» **WHAT IS REQUIRED**
The reply should be a single number: the count of lines below that contain the word "Format".

***** EXTRACTED MATERIAL

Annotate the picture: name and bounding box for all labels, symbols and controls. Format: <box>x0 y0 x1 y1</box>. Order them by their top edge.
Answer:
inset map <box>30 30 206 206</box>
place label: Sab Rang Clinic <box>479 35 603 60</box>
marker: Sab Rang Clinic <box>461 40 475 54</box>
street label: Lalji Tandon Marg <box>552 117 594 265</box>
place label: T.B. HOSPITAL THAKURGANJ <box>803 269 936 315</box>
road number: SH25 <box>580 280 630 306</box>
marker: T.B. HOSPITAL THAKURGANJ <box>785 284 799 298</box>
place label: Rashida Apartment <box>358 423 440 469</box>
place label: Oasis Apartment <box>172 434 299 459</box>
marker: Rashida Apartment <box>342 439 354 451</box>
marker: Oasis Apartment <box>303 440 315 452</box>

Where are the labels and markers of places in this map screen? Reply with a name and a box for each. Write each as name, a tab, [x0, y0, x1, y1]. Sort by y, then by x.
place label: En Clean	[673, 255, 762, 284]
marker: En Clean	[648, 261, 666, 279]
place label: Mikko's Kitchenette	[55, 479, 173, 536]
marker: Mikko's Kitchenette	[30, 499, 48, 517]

**********
***** EXTRACTED MATERIAL

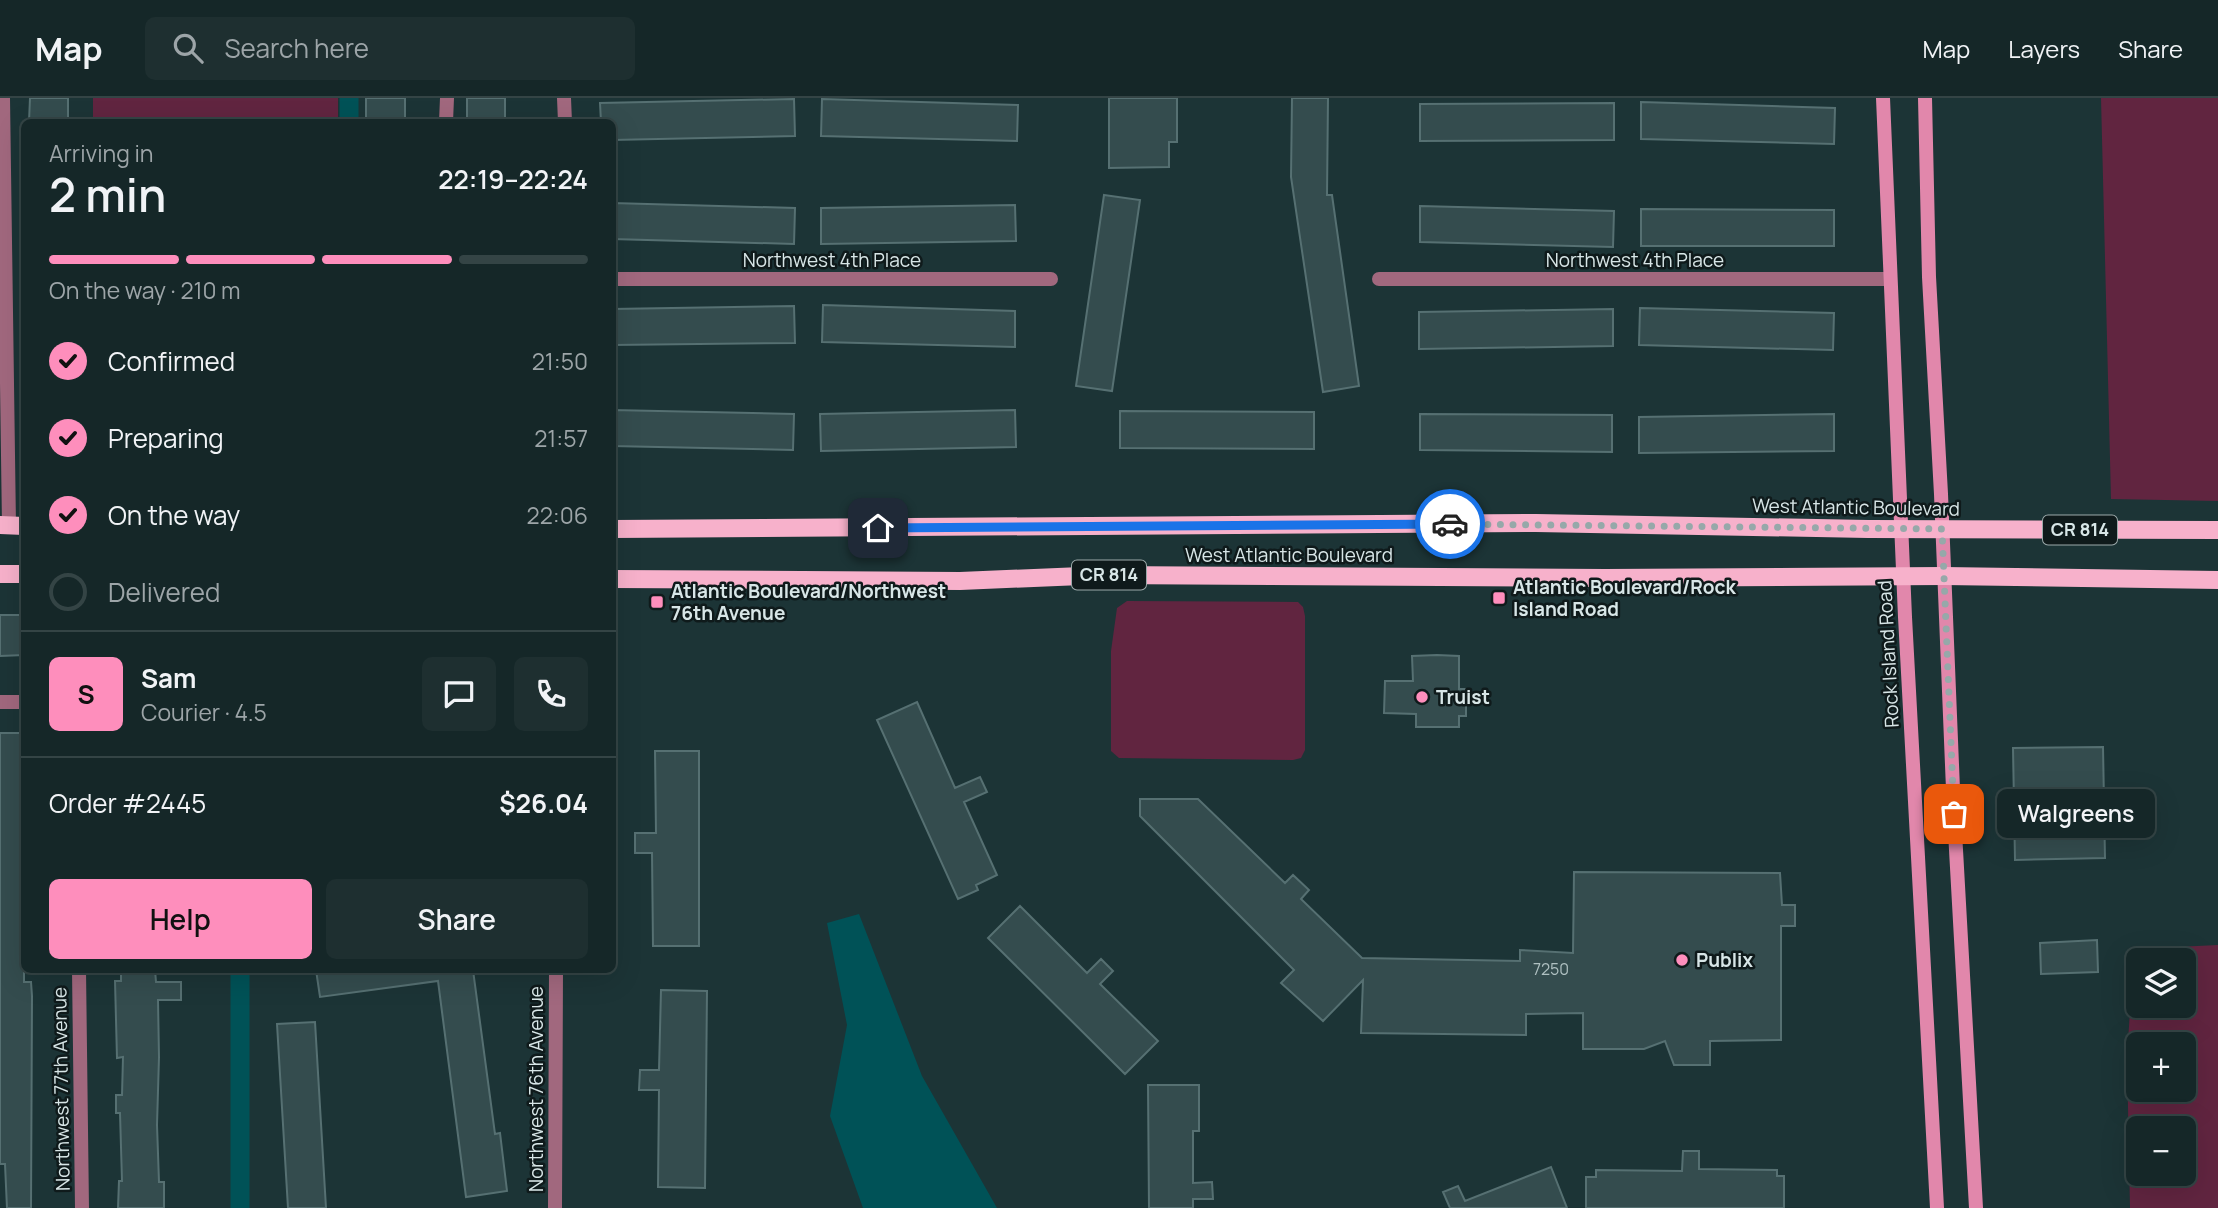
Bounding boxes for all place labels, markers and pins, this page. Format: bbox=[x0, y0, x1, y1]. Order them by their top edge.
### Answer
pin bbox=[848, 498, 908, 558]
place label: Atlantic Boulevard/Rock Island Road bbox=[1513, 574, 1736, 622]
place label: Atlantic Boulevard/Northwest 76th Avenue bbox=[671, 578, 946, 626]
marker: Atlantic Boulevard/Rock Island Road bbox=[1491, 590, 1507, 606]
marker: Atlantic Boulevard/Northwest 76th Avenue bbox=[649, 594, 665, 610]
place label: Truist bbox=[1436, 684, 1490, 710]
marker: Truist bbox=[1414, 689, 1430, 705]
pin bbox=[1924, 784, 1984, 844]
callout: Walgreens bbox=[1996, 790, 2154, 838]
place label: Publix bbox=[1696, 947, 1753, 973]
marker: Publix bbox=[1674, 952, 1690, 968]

**********

» **WRITTEN SOLUTION**
2